Descrizione
«Caro Federico, ti è sfuggito qualche erroretto, ed è possibile che ne sia sfuggito qualche altro a me, perché il carattere è molto minuto e le bozze sono, qua e là, un po’ confuse […] Potrei rivedere le seconde bozze?…se vuoi andrò io stesso alla tipografia. I miei più affettuosi saluti a Diego e a te. Tuo Don Roberto».
«Federico Petriccione fu amico leale del drammaturgo e uno dei pochissimi ad adoperarsi per lui e la sua opera, anche dopo la morte». [cfr. P. Iaccio, L’intellettuale intransigente. Il fascismo e Roberto Bracco, Napoli, Guida, 1992]

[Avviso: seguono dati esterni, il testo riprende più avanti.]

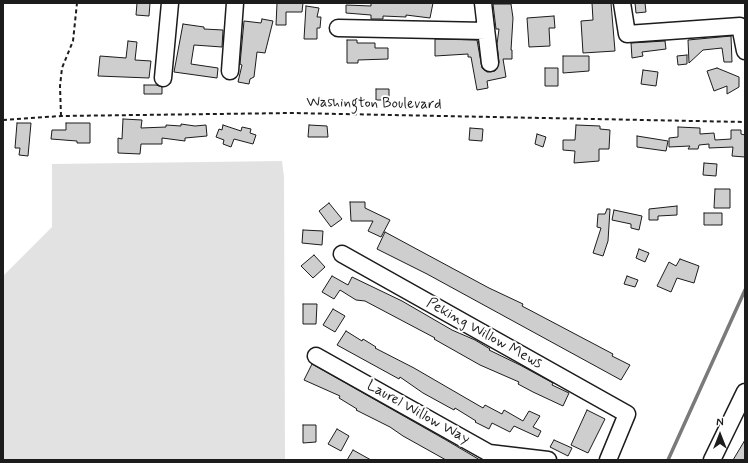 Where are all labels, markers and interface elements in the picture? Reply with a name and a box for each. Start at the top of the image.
street label: Washington Boulevard [306,94,442,114]
street label: Peking Willow Mews [423,295,545,373]
street label: Laurel Willow Way [363,377,473,449]
north arrow [700,415,740,455]
text: N [716,416,724,430] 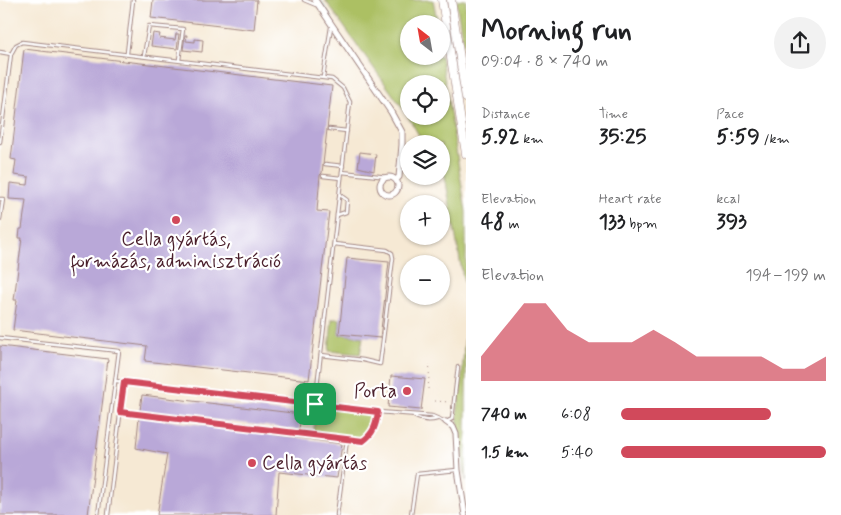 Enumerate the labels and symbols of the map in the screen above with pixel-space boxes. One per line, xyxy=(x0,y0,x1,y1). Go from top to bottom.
north arrow xyxy=(400,15,450,65)
marker: Cella gyártás, formázás, adminisztráció xyxy=(170,214,182,226)
place label: Cella gyártás, formázás, adminisztráció xyxy=(71,227,281,277)
place label: Porta xyxy=(354,379,397,404)
pin xyxy=(294,383,336,425)
marker: Porta xyxy=(401,385,413,397)
place label: Cella gyártás xyxy=(262,451,368,477)
marker: Cella gyártás xyxy=(246,457,258,469) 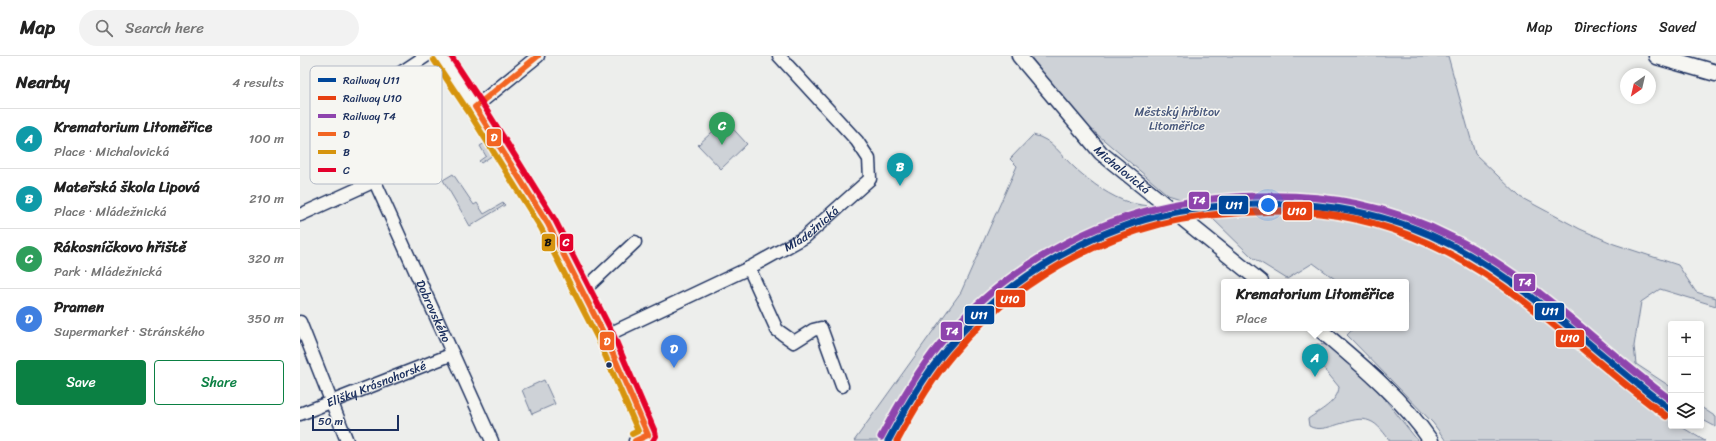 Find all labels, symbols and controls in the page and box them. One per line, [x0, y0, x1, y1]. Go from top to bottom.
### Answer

⇒ Archivio Storico per le Province Napoletane
Roberto Bracco [Napoli 1861-Sorrento 1943] Giornalista, critico drammatico e d’arte, commediografo, scrittore. Fu amico intimo di alcuni dei maggiori esponenti dell’arte partenopea, tra i quali ricordiamo Gennaro Villani, Salvatore Di Giacomo, Achille Macchia, Francesco Cangiullo, Ferdinando Russo, Edoardo Scarfoglio… I suoi lavori teatrali furono interpretati da Eleonora Duse, da Emma e Irma Gramatica. Fu spesso implicato in episodi violenti in difesa dei deboli e della giustizia. Il fondo del suo carattere rimase sempre sentimentale e lo portò a un senso caldo di amicizia anche se soffrì di una spiccata suscettibilità, soprattutto, più tardi, nei riguardi della critica, procurandosi la fama di uomo ombroso.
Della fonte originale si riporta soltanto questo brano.